Write out each line of the entries exactly, starting at the first and finishing with the line that contains "position:relative; flex:1; overflow:hidden".

┄┄┄┄┄┄

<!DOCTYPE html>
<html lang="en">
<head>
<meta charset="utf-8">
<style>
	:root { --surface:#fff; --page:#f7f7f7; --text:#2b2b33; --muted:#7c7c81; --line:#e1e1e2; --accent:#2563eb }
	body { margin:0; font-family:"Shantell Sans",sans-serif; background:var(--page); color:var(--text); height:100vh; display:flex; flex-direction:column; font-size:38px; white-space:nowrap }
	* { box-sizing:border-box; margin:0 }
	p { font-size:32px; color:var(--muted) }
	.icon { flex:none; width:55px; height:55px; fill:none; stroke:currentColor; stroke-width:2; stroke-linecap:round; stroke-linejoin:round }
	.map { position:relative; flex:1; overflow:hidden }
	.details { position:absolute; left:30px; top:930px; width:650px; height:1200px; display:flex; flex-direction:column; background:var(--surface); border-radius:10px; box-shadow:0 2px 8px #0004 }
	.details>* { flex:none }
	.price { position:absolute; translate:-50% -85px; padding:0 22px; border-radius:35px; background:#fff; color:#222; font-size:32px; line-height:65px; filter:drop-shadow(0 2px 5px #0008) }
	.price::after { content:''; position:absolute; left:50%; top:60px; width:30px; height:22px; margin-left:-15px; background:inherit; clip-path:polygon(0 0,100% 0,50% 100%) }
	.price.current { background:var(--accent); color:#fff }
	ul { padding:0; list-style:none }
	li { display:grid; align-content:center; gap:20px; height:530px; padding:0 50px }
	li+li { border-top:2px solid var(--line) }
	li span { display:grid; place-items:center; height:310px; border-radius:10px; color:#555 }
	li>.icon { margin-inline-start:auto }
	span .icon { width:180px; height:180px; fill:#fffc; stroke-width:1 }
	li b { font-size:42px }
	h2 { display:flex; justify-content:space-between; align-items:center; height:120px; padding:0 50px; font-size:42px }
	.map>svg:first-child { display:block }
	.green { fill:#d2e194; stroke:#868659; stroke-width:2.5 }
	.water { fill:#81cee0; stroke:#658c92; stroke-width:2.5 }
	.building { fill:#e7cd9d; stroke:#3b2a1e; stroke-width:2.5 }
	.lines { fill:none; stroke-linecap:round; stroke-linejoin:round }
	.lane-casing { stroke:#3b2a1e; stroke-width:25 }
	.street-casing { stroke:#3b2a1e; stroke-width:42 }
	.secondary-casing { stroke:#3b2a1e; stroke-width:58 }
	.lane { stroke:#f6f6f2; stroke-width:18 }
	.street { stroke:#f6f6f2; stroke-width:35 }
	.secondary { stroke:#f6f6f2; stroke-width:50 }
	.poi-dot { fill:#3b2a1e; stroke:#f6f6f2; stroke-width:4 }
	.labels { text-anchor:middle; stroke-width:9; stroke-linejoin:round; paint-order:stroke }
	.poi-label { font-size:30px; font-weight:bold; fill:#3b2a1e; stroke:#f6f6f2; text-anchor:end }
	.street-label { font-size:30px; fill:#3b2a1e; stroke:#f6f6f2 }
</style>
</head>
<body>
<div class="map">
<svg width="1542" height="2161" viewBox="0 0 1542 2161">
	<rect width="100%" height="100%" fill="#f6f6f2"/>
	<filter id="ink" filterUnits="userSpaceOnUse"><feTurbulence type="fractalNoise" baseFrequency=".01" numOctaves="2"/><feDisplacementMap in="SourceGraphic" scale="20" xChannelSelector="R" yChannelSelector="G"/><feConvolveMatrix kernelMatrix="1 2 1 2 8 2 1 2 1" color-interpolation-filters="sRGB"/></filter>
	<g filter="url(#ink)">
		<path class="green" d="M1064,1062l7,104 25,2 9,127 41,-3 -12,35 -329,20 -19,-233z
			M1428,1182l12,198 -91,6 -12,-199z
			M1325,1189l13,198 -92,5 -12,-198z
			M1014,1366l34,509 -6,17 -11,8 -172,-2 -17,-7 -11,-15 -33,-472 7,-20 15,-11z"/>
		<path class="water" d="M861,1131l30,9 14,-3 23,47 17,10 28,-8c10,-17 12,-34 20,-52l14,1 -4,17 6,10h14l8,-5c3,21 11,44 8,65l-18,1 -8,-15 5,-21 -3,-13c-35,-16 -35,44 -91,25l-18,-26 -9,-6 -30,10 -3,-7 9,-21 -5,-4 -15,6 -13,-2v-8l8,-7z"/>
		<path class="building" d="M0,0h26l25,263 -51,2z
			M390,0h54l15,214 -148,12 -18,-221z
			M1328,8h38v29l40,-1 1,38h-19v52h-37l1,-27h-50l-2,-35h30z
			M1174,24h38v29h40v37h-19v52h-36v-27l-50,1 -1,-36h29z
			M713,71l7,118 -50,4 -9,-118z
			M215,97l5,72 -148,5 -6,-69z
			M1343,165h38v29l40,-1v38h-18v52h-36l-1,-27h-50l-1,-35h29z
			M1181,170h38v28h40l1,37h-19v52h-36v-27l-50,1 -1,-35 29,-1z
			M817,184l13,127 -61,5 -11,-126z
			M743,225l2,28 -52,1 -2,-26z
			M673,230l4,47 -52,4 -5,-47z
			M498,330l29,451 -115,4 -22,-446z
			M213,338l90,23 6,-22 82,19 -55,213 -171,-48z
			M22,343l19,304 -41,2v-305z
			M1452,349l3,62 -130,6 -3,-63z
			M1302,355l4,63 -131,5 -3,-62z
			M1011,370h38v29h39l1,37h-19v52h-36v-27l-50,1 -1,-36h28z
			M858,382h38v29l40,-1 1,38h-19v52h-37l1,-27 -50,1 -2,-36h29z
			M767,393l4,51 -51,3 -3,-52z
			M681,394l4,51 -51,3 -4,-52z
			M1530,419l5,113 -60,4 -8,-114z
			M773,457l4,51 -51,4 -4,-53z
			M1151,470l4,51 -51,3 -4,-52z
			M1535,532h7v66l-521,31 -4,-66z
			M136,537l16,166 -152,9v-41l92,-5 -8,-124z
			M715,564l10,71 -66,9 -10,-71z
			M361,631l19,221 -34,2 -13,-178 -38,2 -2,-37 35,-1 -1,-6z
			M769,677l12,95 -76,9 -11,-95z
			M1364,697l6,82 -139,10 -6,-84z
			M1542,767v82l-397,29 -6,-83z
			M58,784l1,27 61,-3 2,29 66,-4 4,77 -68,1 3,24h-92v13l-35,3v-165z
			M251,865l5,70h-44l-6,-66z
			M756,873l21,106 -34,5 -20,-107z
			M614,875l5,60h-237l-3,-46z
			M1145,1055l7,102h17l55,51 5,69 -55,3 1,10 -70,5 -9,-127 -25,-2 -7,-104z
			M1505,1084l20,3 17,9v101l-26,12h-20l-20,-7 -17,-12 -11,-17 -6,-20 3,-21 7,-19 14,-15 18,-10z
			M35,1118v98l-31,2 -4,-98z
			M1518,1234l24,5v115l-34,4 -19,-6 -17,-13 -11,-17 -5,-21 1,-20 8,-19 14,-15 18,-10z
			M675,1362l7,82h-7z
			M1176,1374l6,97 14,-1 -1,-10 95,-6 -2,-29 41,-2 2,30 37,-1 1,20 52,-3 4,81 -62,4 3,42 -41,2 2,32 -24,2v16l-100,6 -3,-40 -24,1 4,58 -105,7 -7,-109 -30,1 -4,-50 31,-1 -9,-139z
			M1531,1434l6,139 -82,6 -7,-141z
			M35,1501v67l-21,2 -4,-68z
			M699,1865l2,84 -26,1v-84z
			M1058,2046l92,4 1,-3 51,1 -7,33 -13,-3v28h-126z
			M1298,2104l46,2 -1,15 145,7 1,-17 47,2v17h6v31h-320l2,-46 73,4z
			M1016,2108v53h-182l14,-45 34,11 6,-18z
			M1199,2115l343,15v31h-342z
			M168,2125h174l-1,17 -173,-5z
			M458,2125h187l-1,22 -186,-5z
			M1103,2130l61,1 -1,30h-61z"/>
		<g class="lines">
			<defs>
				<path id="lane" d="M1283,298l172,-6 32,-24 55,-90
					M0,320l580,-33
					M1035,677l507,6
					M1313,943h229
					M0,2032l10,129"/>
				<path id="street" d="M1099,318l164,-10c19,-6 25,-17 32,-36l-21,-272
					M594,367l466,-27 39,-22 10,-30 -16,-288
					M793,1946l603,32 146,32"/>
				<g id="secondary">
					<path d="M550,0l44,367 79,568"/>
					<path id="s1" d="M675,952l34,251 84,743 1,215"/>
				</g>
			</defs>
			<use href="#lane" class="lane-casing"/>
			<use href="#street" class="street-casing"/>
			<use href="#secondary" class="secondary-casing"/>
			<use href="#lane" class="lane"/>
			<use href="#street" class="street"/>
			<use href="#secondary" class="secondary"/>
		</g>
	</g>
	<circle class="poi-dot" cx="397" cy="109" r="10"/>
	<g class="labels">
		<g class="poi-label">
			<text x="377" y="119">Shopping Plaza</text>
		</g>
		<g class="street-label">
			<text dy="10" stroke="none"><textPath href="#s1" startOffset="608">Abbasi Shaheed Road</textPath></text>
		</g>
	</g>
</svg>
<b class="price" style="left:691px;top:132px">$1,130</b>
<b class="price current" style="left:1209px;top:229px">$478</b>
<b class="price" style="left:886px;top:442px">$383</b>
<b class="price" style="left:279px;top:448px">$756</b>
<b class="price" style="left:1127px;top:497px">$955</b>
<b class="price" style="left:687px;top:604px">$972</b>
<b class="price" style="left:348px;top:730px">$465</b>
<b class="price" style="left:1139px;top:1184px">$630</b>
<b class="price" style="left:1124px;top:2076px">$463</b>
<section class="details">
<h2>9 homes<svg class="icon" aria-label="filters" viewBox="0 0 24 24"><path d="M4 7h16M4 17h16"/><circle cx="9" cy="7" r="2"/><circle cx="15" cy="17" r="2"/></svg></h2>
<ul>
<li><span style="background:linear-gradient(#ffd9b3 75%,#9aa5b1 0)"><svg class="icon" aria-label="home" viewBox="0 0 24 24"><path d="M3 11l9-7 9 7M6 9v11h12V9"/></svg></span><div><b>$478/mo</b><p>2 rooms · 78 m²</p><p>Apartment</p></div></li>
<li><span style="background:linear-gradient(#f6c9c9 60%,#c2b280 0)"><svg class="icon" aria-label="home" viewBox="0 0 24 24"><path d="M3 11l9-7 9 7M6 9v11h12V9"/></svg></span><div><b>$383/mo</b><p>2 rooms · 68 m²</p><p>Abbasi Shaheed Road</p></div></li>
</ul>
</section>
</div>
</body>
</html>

┄┄┄┄┄┄

SOLUTION:
<!DOCTYPE html>
<html lang="en">
<head>
<meta charset="utf-8">
<style>
	:root { --surface:#fff; --page:#f7f7f7; --text:#2b2b33; --muted:#7c7c81; --line:#e1e1e2; --accent:#2563eb }
	body { margin:0; font-family:"Shantell Sans",sans-serif; background:var(--page); color:var(--text); height:100vh; display:flex; flex-direction:column; font-size:38px; white-space:nowrap }
	* { box-sizing:border-box; margin:0 }
	p { font-size:32px; color:var(--muted) }
	.icon { flex:none; width:55px; height:55px; fill:none; stroke:currentColor; stroke-width:2; stroke-linecap:round; stroke-linejoin:round }
	.map { position:relative; flex:1; overflow:hidden }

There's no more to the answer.